* Exercise objective *
Determine the number of lines in the data that contain "rows", and write only that number.

** Information provided follows **

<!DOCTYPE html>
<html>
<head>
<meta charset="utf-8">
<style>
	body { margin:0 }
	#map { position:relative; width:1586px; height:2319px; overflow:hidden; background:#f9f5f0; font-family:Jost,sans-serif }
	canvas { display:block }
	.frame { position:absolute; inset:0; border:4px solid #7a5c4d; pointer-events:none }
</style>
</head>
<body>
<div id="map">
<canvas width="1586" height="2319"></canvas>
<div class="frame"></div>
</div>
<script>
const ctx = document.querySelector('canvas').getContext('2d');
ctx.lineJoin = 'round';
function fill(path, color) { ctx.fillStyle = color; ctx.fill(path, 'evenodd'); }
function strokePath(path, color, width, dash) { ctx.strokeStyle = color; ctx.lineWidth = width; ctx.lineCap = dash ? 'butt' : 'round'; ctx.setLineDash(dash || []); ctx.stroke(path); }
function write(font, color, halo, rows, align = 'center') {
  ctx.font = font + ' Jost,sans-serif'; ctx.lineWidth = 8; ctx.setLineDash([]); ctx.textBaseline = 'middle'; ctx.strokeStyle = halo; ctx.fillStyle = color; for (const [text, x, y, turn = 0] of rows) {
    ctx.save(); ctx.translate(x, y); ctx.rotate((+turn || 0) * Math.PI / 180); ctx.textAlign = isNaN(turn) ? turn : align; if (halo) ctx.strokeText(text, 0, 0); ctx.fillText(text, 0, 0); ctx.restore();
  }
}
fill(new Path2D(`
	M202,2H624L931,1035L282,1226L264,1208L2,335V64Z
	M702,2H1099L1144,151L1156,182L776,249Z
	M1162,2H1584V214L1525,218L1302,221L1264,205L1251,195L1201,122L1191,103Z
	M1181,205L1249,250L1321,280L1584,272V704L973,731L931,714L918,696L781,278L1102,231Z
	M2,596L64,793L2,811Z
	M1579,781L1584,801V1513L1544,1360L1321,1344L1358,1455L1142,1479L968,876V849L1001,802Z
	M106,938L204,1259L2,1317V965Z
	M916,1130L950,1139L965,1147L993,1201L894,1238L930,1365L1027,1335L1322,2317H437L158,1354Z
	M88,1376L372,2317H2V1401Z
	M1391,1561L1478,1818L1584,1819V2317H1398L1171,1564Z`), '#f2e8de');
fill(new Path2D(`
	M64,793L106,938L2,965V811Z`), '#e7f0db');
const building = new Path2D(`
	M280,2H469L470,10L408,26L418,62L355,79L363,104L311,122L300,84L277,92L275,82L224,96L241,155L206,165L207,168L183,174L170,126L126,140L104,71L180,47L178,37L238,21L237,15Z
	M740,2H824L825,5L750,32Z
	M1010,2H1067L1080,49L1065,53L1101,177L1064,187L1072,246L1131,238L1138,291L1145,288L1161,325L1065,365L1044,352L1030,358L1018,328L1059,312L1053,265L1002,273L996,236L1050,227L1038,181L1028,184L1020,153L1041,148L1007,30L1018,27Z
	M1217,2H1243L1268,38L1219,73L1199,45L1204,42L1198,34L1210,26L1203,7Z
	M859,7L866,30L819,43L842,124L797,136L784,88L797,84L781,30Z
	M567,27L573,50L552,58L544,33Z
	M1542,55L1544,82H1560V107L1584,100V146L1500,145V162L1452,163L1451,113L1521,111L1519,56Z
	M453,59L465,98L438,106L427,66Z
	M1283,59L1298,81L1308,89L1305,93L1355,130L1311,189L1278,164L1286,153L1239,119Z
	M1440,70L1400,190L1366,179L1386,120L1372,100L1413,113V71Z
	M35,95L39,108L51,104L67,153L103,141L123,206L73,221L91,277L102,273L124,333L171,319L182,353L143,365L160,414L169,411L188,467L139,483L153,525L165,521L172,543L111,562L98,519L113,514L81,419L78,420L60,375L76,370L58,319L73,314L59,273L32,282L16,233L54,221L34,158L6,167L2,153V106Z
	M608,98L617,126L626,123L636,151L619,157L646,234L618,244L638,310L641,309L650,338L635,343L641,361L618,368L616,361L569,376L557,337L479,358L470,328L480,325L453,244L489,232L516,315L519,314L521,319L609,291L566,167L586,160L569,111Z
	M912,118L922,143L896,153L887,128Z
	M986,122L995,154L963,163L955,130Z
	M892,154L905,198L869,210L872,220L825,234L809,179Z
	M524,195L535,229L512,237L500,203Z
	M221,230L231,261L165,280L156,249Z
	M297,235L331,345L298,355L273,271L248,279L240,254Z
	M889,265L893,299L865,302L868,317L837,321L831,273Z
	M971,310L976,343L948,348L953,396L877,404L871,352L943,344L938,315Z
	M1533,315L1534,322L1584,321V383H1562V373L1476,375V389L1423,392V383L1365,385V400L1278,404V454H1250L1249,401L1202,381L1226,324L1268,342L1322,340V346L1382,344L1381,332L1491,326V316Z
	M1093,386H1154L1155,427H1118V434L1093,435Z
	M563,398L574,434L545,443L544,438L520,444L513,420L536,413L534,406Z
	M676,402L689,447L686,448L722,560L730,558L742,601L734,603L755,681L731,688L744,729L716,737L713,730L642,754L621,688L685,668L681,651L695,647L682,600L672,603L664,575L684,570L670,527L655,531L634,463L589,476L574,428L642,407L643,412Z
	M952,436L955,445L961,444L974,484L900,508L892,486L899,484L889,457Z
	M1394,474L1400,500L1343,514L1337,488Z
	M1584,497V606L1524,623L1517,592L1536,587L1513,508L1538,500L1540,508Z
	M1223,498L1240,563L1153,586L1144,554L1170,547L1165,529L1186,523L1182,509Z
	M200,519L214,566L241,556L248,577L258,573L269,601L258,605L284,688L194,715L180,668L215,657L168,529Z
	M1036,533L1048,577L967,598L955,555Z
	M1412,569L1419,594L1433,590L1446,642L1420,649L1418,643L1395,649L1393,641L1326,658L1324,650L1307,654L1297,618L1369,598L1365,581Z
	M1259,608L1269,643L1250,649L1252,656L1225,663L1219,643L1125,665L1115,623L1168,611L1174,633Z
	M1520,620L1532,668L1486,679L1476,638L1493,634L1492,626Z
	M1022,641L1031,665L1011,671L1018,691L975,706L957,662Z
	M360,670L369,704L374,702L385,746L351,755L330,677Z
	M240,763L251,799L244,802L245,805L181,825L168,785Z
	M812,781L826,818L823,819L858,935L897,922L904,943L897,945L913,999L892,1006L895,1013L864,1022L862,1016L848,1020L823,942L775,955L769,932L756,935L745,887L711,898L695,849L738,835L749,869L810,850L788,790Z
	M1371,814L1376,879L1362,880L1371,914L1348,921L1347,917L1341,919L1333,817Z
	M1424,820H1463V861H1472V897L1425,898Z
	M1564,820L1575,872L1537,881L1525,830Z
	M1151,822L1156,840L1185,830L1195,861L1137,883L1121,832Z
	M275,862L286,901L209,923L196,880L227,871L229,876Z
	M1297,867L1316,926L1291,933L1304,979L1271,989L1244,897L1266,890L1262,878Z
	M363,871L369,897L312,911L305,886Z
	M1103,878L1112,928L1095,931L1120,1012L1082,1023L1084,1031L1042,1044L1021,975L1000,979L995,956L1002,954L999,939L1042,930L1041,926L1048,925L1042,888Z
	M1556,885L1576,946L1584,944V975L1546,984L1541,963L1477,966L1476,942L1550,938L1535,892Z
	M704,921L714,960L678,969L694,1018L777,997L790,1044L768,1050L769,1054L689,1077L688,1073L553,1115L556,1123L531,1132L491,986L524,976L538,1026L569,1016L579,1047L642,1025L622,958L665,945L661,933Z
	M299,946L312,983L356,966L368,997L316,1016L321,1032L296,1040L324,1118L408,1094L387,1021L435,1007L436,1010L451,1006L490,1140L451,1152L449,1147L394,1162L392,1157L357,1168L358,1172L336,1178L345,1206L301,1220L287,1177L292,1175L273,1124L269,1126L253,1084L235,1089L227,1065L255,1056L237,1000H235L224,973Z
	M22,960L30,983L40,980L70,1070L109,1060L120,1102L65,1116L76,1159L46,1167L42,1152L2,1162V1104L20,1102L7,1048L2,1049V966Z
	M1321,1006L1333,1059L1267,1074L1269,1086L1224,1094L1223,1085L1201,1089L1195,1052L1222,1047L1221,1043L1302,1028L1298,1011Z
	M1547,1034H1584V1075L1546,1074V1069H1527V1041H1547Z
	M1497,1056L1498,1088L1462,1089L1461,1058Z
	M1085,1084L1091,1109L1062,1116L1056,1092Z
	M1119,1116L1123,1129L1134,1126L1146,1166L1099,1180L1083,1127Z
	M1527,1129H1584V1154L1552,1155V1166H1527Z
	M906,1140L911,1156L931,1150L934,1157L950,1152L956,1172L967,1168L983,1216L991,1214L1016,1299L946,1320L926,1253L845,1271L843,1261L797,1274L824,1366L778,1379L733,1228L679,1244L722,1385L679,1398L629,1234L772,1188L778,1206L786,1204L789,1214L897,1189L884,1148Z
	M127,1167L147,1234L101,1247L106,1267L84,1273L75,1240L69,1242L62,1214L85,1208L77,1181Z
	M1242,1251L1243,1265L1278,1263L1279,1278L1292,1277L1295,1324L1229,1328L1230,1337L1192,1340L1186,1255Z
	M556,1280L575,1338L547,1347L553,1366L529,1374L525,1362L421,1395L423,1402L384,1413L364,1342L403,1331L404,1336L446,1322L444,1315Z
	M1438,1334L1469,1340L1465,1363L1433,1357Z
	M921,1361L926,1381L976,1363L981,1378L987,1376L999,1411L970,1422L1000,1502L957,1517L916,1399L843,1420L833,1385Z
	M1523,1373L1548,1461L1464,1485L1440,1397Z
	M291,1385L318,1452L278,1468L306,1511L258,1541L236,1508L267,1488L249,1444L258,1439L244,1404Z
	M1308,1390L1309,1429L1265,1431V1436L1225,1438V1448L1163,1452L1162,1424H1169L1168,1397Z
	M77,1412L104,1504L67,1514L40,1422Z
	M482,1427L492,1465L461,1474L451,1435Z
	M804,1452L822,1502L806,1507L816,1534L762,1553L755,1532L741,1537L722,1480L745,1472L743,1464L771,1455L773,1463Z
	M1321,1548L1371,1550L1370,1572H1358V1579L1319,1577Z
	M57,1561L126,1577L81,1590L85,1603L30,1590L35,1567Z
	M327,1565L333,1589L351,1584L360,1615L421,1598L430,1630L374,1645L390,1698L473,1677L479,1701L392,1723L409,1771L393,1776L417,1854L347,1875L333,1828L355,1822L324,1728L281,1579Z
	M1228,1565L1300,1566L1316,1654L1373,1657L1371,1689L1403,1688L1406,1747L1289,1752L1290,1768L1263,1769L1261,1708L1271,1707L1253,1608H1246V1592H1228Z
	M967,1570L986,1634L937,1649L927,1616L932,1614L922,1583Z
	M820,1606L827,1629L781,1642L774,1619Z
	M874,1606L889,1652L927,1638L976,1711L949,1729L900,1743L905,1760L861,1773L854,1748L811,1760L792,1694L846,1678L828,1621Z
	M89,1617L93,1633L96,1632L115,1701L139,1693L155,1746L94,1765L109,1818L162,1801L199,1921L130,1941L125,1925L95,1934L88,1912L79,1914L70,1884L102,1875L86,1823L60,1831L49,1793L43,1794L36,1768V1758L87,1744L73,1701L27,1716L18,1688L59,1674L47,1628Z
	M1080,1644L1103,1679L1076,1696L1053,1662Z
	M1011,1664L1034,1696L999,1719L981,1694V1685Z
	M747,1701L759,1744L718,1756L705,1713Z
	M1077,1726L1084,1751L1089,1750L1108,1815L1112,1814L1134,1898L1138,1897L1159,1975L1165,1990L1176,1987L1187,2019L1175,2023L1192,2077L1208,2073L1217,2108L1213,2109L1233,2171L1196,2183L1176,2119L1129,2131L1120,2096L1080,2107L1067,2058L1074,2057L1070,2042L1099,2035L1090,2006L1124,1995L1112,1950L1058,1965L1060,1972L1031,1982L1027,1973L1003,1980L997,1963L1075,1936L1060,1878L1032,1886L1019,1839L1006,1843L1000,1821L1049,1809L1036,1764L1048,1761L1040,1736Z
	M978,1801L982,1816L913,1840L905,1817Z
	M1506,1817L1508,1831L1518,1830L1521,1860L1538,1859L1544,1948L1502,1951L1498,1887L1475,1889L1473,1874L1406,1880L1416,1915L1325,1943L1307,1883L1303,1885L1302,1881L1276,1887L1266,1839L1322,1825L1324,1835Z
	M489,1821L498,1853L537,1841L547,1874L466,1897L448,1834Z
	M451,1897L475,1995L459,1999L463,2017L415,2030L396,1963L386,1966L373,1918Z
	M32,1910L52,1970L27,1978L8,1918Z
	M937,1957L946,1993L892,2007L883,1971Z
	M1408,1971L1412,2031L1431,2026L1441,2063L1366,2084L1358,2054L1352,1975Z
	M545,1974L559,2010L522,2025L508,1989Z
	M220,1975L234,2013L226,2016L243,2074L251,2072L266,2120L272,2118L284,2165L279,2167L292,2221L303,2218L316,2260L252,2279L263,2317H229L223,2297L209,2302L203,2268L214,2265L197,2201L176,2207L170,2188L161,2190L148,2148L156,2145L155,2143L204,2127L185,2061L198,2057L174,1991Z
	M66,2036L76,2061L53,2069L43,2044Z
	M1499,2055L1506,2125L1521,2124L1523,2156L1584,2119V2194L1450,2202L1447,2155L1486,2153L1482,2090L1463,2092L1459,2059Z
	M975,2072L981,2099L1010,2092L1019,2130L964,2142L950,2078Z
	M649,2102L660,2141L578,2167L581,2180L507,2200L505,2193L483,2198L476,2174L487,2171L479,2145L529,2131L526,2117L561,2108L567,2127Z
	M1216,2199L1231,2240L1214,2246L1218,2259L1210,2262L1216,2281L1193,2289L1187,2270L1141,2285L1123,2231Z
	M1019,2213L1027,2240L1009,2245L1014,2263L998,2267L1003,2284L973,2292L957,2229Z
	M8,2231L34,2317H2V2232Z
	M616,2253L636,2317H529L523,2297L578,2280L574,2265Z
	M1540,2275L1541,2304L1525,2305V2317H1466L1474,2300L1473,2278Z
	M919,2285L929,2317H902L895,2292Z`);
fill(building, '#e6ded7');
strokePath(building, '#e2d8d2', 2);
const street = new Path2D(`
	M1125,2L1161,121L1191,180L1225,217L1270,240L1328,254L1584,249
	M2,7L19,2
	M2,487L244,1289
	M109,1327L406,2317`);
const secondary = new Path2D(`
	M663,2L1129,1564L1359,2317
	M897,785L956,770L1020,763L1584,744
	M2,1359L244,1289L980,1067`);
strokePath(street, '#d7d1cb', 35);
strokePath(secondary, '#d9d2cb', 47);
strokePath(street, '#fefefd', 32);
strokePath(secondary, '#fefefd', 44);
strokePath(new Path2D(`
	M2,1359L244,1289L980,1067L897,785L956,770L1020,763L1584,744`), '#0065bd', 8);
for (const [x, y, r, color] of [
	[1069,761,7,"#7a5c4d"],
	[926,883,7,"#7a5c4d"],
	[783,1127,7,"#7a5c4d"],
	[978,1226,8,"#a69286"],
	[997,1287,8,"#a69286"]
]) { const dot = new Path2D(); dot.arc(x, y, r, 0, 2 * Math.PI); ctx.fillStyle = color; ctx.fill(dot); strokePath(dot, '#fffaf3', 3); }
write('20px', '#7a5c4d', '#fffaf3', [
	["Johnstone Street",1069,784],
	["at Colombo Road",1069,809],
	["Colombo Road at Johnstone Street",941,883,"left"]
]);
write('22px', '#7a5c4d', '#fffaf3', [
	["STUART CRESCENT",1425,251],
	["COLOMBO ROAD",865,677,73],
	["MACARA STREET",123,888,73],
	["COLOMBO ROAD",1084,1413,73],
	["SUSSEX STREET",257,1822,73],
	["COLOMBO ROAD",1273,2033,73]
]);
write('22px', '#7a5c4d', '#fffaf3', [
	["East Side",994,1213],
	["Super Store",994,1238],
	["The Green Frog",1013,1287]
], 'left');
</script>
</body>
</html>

** End of Information provided **

* Exercise answer *
2